## ACTIVITY:
The reply must consist of one number: how many lines of the data include the word "controls".
_ _ _ _ _ _ _
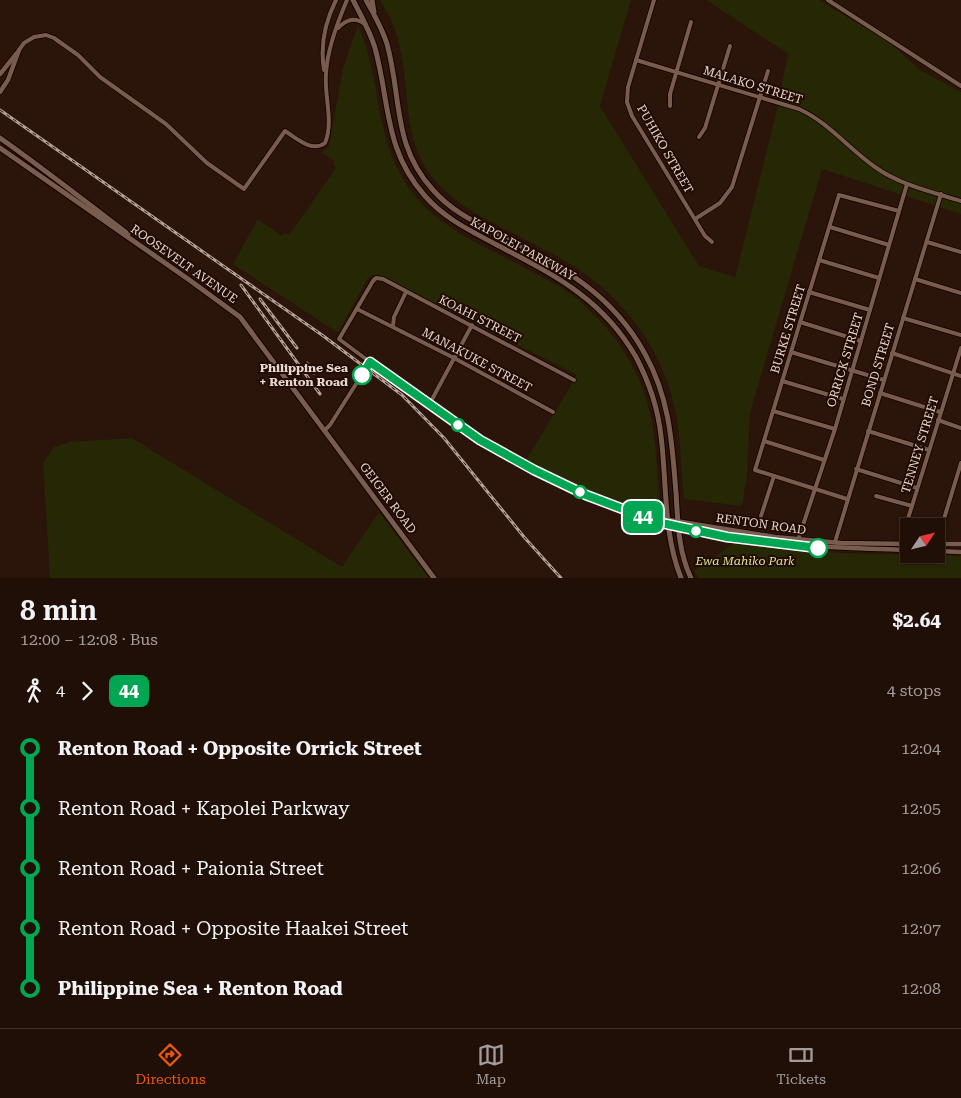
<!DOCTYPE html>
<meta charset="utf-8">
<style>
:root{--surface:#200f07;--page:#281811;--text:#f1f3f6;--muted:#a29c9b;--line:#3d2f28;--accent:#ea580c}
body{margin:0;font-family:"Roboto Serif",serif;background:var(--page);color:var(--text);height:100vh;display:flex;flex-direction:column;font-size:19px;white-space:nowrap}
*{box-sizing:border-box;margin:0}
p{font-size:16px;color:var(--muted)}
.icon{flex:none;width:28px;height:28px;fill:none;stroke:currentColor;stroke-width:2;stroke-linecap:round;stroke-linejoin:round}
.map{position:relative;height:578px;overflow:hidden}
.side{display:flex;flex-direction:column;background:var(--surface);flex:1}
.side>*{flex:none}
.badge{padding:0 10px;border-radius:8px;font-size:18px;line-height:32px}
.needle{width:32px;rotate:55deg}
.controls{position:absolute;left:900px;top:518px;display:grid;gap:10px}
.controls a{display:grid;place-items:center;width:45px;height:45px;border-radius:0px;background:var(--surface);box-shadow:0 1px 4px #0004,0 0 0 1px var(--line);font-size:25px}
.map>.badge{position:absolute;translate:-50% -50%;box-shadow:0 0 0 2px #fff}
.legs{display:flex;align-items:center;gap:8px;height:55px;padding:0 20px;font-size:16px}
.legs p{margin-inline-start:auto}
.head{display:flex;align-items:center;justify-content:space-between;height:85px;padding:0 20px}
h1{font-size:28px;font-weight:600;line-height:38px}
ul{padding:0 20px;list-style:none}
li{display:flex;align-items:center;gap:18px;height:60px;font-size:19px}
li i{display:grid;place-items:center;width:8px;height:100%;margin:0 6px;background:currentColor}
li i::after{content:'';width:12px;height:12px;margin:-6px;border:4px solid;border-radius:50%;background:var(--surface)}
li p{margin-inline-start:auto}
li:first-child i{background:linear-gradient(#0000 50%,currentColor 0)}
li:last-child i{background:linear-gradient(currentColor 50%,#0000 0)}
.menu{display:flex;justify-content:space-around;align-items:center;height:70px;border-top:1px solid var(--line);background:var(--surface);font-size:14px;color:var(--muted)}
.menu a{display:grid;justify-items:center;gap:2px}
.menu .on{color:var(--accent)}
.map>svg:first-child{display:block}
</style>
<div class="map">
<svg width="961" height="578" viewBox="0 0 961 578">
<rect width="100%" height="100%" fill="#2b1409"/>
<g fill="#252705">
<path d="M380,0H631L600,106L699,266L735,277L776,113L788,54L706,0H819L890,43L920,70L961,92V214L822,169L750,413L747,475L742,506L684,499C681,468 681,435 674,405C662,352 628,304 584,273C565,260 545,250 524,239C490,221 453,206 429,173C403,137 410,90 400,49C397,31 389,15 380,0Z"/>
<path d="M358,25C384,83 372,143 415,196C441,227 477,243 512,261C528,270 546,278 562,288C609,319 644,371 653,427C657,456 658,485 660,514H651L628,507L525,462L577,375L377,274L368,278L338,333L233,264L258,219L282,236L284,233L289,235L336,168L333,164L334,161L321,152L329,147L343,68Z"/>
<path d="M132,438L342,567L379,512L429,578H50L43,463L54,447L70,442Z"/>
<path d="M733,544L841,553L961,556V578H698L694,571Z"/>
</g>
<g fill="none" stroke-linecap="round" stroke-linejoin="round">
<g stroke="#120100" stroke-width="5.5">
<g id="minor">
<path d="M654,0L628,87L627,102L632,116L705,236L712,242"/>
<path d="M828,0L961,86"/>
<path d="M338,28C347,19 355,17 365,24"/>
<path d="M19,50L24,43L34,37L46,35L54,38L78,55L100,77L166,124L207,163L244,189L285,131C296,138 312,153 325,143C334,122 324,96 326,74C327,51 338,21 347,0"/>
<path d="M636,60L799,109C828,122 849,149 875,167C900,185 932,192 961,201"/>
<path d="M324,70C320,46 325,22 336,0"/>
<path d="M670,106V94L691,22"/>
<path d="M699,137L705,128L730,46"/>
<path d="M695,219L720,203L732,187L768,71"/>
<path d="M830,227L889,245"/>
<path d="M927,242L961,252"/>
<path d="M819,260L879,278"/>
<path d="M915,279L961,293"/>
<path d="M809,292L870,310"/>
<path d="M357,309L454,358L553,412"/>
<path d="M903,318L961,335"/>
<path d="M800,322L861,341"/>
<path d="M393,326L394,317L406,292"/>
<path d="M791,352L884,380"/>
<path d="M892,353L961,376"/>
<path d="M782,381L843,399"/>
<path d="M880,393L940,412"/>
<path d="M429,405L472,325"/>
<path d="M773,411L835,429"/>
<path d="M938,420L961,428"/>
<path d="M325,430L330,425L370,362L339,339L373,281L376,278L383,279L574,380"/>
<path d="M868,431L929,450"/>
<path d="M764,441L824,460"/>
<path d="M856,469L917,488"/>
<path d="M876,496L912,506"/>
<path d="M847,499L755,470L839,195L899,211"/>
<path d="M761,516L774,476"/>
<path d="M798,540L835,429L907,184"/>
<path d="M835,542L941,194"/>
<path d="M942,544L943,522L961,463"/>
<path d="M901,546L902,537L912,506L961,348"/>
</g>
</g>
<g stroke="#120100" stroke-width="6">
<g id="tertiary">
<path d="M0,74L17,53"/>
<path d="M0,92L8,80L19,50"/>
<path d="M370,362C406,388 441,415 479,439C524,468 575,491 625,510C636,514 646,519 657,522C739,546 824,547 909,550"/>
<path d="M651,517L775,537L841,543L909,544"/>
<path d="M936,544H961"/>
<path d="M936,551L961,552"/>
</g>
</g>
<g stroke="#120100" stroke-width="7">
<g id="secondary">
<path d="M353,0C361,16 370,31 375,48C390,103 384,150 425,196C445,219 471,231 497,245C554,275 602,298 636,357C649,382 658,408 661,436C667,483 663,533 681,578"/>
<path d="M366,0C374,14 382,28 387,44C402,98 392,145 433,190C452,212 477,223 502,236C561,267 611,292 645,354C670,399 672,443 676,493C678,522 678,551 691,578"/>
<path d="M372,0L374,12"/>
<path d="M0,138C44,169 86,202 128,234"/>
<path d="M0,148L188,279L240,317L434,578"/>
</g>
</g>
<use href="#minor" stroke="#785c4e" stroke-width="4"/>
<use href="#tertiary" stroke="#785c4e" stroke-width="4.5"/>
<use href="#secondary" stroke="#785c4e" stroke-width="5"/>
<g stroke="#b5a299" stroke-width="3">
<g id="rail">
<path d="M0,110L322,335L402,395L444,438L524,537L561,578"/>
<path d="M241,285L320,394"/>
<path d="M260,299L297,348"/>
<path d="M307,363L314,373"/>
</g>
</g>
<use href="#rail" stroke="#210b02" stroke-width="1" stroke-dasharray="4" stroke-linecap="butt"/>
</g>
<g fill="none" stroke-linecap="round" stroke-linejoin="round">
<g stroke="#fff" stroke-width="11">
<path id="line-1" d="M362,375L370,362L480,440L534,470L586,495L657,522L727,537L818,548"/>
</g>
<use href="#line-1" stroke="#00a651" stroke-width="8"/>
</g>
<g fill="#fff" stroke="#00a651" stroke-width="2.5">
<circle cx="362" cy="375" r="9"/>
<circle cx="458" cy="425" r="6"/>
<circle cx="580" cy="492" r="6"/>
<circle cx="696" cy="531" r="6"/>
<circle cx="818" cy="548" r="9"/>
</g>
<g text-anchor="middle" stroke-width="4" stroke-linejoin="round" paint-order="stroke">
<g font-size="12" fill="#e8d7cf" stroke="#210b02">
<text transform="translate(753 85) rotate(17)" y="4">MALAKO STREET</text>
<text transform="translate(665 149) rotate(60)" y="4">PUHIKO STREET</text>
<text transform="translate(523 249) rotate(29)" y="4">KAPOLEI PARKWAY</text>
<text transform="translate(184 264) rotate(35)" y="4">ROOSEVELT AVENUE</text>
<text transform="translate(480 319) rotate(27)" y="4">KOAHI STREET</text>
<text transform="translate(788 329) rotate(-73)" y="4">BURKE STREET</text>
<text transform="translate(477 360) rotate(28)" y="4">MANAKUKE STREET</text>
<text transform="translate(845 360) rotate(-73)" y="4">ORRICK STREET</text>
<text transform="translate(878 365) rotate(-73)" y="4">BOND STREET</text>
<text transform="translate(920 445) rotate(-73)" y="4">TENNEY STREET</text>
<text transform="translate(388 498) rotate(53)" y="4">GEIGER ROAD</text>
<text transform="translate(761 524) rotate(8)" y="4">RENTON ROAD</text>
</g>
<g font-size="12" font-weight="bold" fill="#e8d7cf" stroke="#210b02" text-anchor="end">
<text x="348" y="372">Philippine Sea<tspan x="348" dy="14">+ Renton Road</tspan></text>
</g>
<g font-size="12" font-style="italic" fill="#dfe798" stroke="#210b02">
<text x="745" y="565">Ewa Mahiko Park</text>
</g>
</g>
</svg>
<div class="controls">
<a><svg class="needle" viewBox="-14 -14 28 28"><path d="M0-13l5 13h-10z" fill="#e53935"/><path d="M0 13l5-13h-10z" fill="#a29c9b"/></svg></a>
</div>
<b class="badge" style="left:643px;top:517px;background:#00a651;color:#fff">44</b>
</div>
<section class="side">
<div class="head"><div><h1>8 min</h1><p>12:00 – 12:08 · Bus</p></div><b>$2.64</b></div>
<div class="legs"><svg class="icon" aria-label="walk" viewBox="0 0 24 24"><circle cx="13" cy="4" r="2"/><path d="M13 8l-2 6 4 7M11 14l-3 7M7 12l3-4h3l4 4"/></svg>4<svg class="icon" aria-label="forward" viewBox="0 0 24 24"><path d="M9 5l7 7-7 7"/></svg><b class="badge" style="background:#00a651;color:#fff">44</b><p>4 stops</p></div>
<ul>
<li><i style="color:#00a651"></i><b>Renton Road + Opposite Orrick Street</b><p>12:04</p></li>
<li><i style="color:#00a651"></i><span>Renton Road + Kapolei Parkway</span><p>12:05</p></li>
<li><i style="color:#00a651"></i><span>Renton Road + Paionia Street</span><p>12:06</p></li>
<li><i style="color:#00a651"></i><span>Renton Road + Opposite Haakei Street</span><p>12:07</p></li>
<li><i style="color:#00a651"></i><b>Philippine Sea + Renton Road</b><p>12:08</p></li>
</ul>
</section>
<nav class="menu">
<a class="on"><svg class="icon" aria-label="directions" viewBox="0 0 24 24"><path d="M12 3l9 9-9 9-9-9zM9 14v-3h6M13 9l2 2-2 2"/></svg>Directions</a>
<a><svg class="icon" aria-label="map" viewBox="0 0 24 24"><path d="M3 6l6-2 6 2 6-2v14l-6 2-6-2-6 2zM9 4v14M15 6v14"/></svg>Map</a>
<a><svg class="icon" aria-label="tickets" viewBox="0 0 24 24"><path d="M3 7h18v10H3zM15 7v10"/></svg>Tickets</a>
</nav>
_ _ _ _ _ _ _
## SOLUTION FOR THIS EXERCISE:
3